== WHAT YOU ARE ASKED TO DO ==
Look for the word "lane" in the records, and copy each line where it appears.

== TASK INPUTS ==
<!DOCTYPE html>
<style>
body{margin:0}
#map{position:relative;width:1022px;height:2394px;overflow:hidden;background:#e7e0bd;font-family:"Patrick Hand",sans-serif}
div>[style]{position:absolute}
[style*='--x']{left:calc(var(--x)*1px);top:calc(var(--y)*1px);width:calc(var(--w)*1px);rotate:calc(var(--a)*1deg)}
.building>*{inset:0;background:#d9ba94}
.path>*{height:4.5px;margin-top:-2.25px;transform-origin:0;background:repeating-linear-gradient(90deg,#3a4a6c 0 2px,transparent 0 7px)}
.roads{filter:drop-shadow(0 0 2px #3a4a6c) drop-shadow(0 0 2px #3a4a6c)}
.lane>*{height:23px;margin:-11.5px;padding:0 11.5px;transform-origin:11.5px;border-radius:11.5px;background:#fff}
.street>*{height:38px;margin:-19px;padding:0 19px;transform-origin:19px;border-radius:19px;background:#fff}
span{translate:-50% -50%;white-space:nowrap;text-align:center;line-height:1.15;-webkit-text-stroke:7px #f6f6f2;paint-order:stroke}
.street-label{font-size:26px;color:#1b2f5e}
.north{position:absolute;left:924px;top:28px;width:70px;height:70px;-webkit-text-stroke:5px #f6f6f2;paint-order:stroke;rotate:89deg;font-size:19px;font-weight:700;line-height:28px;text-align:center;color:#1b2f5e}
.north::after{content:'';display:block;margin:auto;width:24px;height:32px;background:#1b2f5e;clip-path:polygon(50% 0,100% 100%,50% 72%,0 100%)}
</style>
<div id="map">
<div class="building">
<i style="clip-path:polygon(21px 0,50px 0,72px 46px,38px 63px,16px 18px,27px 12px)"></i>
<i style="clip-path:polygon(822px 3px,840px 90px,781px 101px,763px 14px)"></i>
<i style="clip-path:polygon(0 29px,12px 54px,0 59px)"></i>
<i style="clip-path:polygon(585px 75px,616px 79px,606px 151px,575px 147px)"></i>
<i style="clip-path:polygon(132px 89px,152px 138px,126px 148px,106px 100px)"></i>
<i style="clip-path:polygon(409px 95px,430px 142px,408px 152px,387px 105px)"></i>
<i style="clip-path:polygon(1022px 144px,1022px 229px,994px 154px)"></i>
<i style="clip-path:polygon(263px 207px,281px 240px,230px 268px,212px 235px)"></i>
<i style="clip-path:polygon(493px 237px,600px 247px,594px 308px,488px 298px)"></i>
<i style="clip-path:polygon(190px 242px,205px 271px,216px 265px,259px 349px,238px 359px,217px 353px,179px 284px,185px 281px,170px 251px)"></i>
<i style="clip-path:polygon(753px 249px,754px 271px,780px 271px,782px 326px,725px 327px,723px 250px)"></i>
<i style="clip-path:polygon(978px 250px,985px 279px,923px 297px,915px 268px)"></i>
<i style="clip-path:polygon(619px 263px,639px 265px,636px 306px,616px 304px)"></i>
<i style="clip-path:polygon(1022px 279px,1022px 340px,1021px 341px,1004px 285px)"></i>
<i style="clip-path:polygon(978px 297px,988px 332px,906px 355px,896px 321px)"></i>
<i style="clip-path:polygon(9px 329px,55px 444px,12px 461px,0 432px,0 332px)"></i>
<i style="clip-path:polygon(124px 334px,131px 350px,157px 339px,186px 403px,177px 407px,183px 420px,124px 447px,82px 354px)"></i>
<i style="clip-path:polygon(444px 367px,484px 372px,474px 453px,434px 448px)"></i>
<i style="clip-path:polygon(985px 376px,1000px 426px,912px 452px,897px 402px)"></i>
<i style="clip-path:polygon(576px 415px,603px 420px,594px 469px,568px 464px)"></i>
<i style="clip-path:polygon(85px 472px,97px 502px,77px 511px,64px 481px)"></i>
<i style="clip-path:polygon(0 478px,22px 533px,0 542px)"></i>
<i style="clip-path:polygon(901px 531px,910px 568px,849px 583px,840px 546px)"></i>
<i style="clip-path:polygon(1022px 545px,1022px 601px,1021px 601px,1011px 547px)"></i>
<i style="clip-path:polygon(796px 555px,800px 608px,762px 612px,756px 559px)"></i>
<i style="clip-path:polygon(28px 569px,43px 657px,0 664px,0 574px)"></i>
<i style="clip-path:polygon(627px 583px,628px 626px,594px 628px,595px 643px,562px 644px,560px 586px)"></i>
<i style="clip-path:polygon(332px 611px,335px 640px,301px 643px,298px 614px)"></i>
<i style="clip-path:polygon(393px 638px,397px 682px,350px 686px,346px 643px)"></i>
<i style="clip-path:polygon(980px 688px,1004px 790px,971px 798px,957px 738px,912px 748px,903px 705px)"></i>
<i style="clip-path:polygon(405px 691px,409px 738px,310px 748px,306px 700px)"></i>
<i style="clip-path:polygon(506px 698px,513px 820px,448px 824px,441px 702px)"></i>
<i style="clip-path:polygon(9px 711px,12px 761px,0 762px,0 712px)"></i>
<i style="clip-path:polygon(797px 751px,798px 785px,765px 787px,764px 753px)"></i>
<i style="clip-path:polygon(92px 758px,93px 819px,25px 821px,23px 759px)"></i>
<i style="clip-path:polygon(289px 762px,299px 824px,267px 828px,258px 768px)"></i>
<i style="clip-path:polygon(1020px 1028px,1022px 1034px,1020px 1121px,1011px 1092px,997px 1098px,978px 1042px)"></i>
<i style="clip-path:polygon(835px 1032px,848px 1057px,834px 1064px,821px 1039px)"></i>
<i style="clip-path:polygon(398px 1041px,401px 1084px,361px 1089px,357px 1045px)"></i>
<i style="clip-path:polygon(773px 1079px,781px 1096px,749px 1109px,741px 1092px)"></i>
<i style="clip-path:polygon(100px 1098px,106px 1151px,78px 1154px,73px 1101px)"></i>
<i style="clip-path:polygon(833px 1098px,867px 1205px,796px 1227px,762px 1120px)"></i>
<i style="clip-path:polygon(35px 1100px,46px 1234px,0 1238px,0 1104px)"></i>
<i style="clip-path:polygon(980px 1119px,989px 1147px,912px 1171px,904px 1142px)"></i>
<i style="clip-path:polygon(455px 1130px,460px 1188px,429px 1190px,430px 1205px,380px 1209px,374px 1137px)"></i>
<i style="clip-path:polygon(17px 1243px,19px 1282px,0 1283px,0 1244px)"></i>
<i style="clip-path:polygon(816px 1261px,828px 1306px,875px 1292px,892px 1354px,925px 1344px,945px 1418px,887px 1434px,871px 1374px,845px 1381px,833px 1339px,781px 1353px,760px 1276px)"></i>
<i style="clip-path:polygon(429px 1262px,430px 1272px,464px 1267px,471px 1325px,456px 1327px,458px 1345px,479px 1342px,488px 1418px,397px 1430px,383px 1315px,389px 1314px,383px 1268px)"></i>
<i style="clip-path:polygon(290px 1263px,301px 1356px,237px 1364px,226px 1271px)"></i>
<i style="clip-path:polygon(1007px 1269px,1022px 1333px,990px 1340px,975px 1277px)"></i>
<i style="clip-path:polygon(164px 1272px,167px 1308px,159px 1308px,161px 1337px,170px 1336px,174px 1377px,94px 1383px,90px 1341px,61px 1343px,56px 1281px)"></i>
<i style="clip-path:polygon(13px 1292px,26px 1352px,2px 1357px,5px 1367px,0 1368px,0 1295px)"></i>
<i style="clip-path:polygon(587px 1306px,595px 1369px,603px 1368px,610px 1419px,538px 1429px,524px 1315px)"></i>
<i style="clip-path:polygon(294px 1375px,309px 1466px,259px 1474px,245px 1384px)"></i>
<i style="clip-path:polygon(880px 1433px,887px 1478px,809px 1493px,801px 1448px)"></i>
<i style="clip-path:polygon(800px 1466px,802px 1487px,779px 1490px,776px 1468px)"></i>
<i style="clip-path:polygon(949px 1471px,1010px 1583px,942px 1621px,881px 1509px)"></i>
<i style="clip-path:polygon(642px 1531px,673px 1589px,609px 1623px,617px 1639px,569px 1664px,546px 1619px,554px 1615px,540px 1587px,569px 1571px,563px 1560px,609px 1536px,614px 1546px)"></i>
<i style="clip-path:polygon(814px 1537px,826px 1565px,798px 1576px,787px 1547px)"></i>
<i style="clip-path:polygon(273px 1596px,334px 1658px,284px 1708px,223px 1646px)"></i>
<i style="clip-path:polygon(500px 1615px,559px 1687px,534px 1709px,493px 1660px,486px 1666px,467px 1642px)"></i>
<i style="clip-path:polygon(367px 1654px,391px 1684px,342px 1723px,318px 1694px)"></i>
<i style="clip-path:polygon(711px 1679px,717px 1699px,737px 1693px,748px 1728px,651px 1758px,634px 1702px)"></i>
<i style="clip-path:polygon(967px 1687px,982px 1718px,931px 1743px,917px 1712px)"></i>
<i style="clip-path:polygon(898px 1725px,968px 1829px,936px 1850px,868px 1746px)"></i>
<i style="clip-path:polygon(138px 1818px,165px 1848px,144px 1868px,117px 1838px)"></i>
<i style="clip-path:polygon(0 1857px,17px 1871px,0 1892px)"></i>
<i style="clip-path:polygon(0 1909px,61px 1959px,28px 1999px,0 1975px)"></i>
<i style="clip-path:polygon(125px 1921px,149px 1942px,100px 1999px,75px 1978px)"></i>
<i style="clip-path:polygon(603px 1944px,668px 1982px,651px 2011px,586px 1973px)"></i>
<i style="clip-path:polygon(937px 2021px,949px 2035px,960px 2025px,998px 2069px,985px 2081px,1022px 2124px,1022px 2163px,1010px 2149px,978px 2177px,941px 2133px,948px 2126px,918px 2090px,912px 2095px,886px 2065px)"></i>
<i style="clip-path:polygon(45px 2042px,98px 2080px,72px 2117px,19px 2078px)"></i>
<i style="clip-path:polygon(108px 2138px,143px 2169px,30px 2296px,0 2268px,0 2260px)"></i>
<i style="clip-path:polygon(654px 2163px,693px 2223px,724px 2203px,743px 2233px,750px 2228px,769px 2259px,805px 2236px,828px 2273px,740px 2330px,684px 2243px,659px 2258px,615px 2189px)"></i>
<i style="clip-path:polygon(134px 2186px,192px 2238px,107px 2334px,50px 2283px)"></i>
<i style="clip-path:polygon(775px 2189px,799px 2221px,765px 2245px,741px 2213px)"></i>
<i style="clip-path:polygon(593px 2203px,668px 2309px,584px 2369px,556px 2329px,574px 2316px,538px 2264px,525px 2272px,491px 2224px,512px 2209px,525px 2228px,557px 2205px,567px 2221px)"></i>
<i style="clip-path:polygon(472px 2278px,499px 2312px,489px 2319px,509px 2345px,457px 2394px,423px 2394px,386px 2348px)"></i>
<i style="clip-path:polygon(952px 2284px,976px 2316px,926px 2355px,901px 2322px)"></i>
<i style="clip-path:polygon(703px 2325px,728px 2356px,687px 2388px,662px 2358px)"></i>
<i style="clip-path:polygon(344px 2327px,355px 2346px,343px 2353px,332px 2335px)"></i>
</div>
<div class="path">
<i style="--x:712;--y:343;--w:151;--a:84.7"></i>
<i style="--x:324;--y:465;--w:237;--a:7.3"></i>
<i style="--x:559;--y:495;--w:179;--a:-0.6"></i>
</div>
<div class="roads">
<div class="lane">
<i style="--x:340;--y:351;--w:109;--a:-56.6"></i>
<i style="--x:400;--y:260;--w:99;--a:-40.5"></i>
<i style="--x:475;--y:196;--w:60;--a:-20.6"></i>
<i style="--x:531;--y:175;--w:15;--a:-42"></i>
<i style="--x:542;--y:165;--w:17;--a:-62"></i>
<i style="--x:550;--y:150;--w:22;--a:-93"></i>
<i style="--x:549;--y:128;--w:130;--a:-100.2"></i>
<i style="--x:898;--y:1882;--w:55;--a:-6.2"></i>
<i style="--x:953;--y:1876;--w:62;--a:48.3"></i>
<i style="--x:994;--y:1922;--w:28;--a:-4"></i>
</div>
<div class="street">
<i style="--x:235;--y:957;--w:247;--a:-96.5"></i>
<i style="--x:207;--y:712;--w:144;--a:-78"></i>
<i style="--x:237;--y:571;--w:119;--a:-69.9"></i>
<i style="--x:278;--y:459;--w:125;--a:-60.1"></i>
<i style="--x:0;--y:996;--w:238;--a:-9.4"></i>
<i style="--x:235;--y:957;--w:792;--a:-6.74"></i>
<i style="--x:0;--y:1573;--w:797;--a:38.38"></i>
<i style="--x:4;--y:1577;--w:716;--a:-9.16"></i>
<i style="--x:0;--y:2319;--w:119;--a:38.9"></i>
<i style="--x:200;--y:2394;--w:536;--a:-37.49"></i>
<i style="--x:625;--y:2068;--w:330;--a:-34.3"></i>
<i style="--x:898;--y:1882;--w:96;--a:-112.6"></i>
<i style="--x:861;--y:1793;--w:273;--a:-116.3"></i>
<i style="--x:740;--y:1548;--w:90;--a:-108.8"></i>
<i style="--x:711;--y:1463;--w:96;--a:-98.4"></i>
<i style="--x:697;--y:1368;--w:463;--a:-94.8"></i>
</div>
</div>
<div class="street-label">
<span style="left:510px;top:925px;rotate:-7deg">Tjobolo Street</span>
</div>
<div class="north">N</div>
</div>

== OUTPUT OF THE TASK ==
.lane>*{height:23px;margin:-11.5px;padding:0 11.5px;transform-origin:11.5px;border-radius:11.5px;background:#fff}
<div class="lane">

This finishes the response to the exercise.